Records for this task:
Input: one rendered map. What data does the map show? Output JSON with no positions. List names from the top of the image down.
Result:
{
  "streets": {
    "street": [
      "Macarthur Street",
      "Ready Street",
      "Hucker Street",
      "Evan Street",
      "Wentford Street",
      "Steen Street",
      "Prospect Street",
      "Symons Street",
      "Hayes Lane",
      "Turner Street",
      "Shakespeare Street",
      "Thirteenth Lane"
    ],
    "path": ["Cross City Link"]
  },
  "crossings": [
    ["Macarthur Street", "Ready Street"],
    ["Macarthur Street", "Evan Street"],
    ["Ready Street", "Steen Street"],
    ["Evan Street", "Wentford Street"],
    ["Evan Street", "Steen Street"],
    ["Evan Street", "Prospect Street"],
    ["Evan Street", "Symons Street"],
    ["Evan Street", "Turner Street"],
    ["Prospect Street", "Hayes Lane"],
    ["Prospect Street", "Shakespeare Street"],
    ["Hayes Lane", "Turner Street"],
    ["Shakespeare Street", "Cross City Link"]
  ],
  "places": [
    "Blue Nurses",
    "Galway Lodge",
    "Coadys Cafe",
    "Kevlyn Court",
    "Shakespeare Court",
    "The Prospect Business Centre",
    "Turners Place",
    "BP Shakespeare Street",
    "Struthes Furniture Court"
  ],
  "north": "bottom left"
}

--

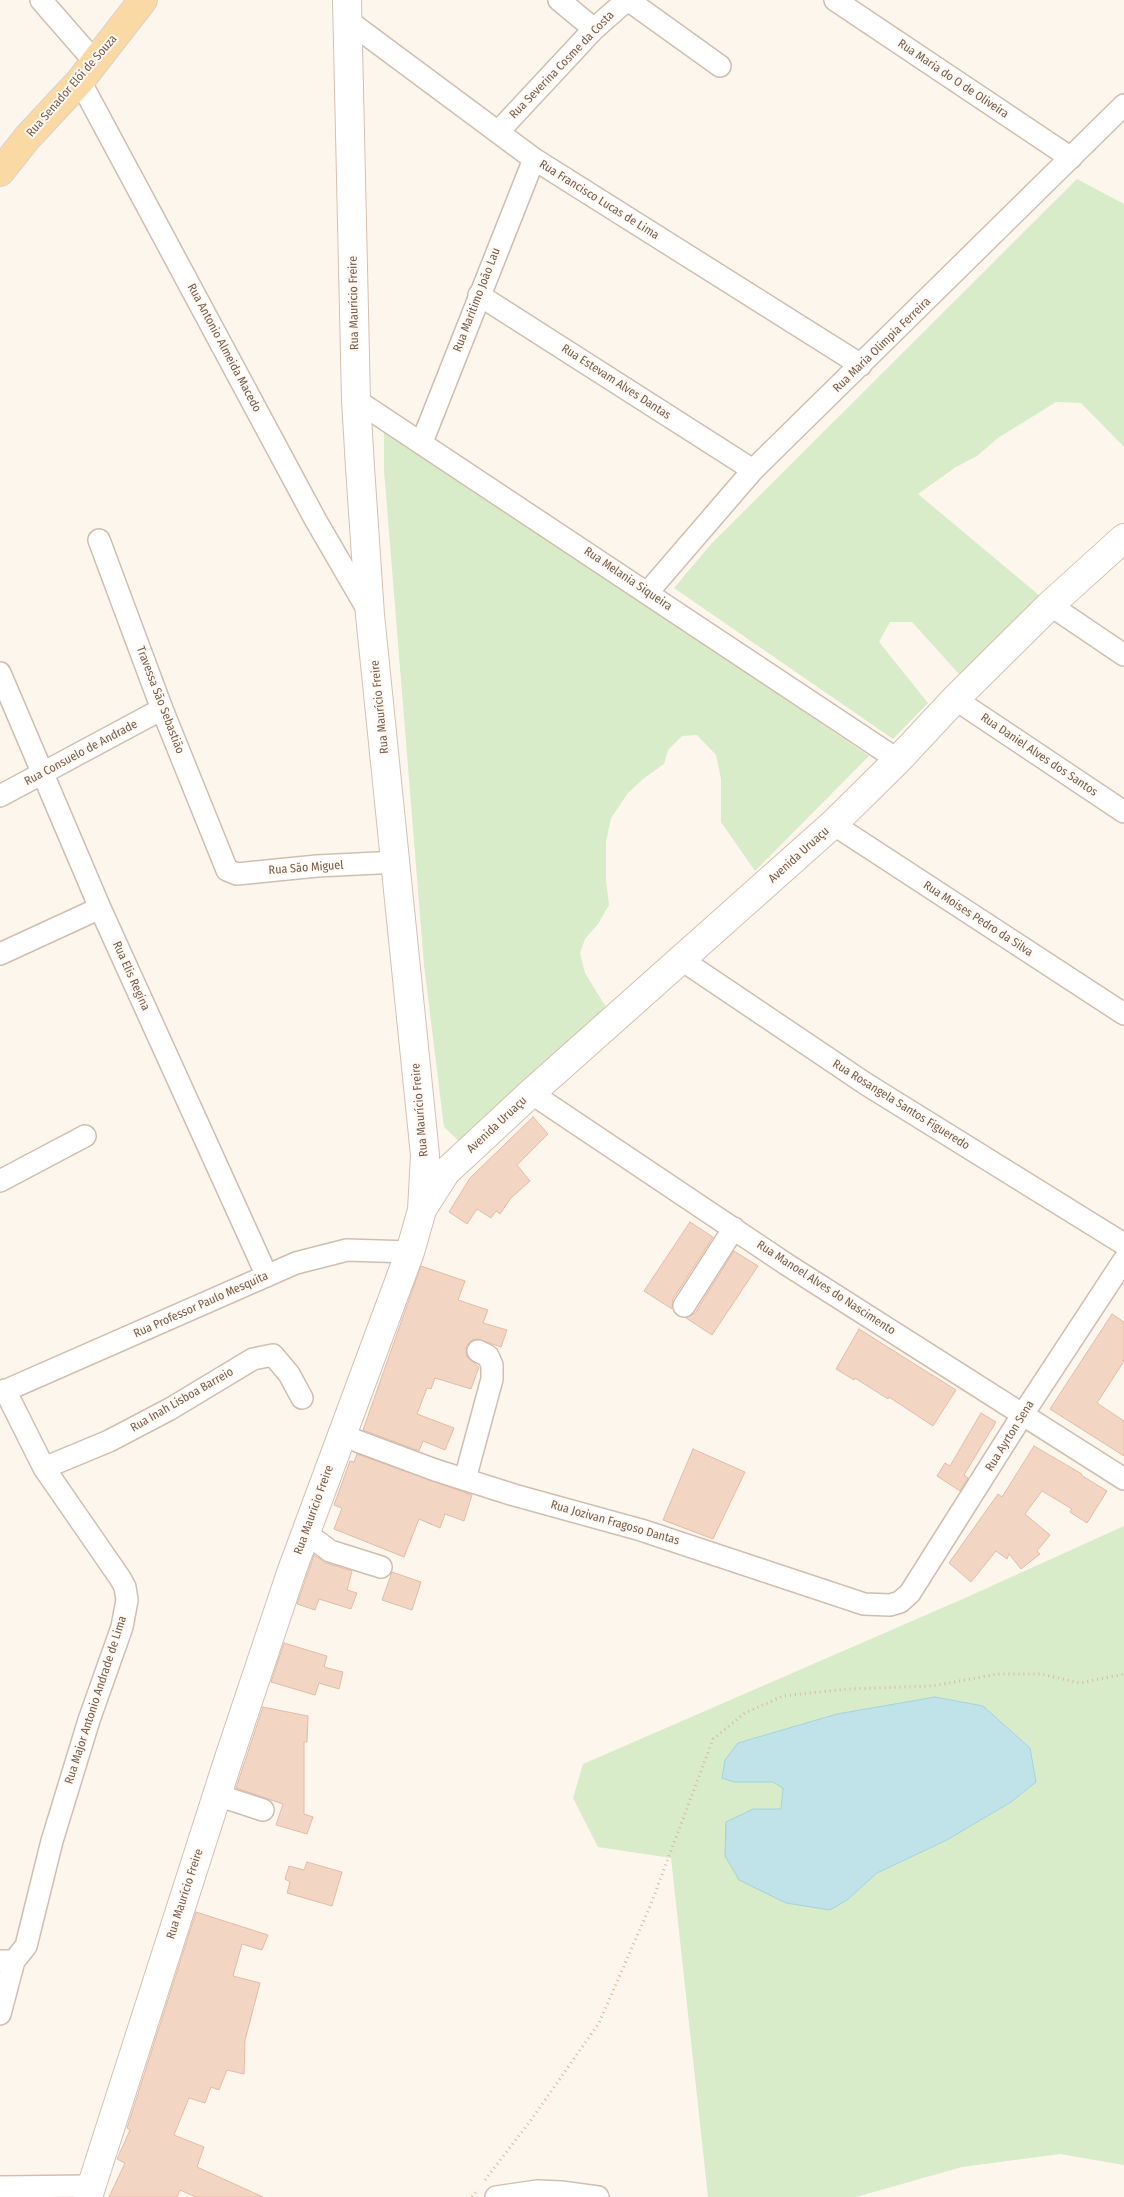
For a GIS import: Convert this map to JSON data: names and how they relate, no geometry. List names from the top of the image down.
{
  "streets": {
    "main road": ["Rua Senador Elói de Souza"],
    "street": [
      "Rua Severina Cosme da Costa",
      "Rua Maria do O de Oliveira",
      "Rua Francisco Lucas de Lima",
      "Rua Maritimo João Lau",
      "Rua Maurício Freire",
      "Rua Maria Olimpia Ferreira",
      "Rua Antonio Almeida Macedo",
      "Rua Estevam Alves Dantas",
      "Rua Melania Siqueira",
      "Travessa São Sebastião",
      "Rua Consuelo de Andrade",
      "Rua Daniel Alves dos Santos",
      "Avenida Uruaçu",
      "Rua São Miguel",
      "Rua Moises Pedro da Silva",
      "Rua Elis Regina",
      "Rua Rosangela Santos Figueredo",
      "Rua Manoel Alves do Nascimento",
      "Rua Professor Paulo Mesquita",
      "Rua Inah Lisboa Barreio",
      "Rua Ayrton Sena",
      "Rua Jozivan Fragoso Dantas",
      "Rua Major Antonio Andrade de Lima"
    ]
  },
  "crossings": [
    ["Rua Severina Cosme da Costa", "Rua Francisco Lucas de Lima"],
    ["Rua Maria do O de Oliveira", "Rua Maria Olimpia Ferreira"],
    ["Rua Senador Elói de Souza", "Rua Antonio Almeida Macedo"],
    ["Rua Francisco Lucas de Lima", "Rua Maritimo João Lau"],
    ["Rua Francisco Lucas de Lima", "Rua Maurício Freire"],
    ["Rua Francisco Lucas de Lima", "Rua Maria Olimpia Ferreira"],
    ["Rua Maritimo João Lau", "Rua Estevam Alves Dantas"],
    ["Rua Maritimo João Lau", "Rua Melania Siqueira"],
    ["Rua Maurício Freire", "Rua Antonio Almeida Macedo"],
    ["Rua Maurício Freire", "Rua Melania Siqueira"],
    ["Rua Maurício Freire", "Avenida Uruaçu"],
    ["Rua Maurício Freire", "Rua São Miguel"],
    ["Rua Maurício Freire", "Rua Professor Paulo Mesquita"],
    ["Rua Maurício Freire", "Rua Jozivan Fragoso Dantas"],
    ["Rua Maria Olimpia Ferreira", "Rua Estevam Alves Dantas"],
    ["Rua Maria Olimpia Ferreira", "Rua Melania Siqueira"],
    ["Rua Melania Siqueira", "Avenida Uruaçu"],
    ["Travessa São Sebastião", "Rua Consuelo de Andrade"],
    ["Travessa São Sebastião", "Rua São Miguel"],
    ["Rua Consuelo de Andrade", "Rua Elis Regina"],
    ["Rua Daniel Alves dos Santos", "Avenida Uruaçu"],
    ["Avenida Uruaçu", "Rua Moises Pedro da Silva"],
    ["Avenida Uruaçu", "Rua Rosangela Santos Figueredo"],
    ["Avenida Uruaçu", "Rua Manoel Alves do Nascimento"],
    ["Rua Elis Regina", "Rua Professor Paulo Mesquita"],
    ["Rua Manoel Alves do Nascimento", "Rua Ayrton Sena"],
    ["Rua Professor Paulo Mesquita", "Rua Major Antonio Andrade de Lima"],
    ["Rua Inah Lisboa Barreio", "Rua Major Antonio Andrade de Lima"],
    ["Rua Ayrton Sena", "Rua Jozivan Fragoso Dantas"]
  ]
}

Your task:
Search the entries for "Francisco" and copy out each line that has it.

Response below:
      "Rua Francisco Lucas de Lima",
    ["Rua Severina Cosme da Costa", "Rua Francisco Lucas de Lima"],
    ["Rua Francisco Lucas de Lima", "Rua Maritimo João Lau"],
    ["Rua Francisco Lucas de Lima", "Rua Maurício Freire"],
    ["Rua Francisco Lucas de Lima", "Rua Maria Olimpia Ferreira"],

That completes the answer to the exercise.